What is required
Using the entries below, write out the line with "inset:0; background:#48494c; transform-origin:0", the line with "height:5px; margin:-2.5px; padding:0", and every line in between, exactly as each is written.

Data extracts
■ ■ ■

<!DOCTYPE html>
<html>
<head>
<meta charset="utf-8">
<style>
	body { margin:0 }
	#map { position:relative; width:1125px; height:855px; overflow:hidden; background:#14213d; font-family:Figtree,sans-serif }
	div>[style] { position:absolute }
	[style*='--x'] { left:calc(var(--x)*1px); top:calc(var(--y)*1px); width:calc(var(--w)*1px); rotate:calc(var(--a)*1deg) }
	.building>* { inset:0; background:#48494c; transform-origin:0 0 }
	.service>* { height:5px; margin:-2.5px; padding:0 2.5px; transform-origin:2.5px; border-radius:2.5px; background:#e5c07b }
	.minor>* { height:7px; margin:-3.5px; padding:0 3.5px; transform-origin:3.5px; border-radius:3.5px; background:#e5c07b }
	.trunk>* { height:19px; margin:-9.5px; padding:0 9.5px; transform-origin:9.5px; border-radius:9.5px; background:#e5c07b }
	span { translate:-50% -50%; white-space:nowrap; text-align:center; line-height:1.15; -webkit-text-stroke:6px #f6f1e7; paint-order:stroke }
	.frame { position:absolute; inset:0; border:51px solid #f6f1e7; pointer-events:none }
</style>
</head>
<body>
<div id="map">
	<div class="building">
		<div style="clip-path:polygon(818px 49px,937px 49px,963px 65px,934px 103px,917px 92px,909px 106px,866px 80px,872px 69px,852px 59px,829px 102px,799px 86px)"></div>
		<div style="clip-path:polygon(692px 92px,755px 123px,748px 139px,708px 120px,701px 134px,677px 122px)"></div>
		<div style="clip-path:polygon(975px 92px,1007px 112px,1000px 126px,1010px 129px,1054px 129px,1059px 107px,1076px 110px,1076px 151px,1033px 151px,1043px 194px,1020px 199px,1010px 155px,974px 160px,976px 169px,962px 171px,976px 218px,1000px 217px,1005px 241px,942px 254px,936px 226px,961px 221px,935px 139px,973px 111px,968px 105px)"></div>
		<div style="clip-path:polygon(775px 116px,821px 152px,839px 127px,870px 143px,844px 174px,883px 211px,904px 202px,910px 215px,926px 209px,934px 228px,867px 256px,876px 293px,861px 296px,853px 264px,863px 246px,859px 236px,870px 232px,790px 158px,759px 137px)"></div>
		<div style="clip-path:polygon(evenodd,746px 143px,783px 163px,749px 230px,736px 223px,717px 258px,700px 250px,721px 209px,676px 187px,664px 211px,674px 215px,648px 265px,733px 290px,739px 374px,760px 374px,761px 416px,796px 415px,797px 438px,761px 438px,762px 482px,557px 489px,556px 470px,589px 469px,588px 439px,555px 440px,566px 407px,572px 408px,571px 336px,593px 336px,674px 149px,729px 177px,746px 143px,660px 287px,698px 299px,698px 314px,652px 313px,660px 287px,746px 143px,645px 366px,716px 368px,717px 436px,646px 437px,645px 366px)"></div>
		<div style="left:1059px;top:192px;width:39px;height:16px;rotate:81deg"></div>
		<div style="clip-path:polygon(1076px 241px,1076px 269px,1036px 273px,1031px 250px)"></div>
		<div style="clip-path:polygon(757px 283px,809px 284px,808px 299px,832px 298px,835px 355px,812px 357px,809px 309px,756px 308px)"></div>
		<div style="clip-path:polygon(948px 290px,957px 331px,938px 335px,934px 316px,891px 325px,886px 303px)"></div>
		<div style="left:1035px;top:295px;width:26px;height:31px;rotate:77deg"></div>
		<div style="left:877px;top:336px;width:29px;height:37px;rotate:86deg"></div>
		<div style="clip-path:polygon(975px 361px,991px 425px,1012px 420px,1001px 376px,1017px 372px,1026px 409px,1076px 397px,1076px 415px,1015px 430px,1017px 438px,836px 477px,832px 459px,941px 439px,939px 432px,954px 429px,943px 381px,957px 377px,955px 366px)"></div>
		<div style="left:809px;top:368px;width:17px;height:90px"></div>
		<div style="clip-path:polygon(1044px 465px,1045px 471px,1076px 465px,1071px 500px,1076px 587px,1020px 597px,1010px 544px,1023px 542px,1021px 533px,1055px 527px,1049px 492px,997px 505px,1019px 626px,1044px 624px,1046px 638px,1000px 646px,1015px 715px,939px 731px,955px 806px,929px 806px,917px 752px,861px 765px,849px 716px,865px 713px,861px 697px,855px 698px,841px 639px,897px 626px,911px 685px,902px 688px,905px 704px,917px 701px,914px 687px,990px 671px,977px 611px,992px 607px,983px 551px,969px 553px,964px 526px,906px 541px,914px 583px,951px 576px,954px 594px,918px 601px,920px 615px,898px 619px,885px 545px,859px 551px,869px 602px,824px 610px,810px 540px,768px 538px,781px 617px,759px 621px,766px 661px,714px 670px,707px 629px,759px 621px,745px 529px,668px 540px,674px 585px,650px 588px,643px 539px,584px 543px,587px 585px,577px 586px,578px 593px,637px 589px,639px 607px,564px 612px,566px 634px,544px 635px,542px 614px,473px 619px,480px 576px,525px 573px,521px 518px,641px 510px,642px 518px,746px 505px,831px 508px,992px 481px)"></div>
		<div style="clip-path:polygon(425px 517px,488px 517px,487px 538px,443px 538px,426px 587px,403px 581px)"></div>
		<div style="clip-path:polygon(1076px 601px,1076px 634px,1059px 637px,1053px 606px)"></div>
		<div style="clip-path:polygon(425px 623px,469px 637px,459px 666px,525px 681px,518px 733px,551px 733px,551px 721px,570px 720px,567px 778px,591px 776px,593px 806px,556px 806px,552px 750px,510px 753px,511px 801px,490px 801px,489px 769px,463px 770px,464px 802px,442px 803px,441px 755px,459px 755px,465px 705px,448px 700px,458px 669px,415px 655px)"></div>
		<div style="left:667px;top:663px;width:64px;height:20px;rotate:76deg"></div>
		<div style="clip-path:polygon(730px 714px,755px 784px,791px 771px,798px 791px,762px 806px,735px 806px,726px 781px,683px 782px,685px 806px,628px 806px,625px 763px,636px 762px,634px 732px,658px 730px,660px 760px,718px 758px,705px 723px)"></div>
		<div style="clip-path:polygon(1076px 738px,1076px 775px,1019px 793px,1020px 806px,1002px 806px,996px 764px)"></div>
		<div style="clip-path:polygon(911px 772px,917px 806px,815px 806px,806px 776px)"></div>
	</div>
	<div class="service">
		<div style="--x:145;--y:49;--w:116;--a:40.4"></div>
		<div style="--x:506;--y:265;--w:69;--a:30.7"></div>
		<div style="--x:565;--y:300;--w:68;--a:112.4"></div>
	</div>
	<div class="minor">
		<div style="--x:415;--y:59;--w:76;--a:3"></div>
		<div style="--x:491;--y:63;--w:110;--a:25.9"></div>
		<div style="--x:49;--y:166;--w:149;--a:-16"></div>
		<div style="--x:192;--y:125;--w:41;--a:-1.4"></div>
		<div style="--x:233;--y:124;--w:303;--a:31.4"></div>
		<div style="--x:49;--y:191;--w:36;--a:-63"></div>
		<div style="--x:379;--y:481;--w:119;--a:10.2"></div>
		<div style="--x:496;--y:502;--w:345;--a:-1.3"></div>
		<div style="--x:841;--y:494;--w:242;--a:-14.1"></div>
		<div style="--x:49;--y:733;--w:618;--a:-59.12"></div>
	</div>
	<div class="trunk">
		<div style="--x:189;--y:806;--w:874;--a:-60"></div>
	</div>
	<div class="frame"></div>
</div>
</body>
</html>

■ ■ ■

Exercise solution
	.building>* { inset:0; background:#48494c; transform-origin:0 0 }
	.service>* { height:5px; margin:-2.5px; padding:0 2.5px; transform-origin:2.5px; border-radius:2.5px; background:#e5c07b }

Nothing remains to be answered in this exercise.